But here is the thing
There are many ICOs that could be open to retrospective investigations by regulators and the authorities because they issued a token that behaves as a ‘security.’ Despite disclaimers in their White Paper and on their websites that “they are not issuing a financial instrument” or “the token is not an offer of any kind” or “the token sale is not subject to any laws”…regulators seem to disagree.
The SEC and other regulators do have a point. At what stage are the entrepreneurs misleading investors, offering promises and returns but then mentioning they aren’t issuing a security? You can only issue a ‘Security’ if you are publically listed or authorised to do so…
The naivete of 25-year-old founders that launch an ICO cannot be underestimated and dozens have tokens out there that don’t meet the guidelines.
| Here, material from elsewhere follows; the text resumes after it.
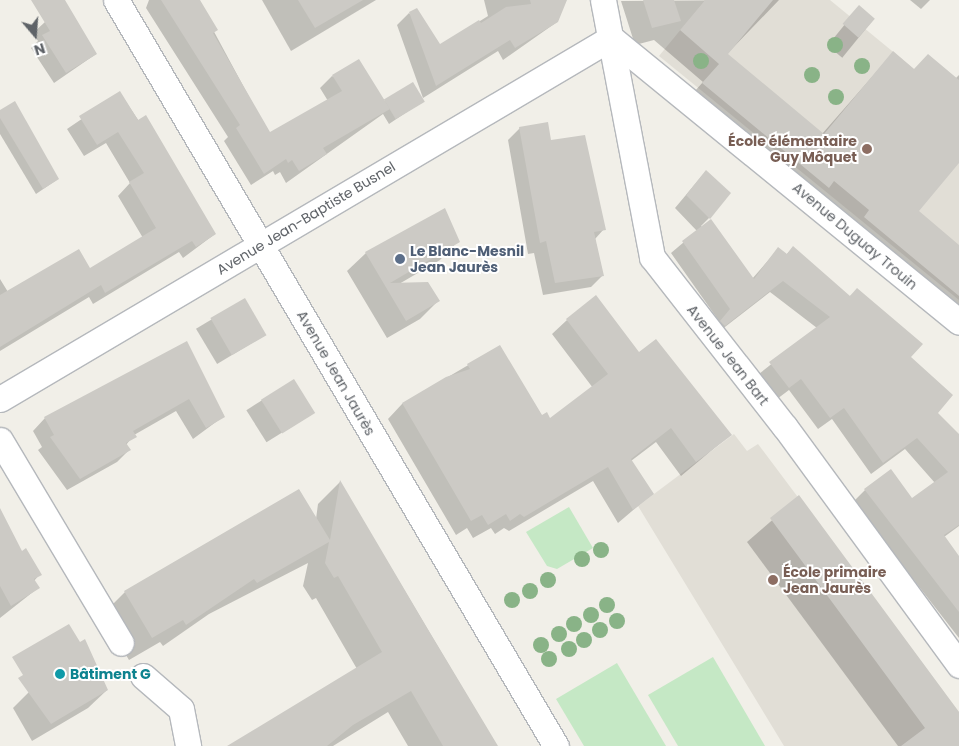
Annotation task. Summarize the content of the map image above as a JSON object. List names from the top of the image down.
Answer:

When considering how these twenty somethings ‘bootstrap’ their business, it’s shocking: they cannot afford great advice, have advisors as simply names on a website and cut corners…
With both the Swiss Regulators announcing investigations into several past ICOs and more recently the SEC announcing investigations into a diamond and real estate backed token, life is going to get a lot harder for some entrepreneurs that cut corners and didn’t take the right advice. Most ICOs are now simply excluding the territories like the US that are seen as difficult to please and imposing draconian laws.
The crowd will give way to institutional money
As I have said many times Institutional money is itching to get involved in crypto, in Blockchain, in this emerging market that offers returns traditional opportunities don’t offer. But they need to see certain things done properly so that they are allowed to invest: VCs, Investment Banks, Hedge Funds will invest in the right ICO…as they do IPOs.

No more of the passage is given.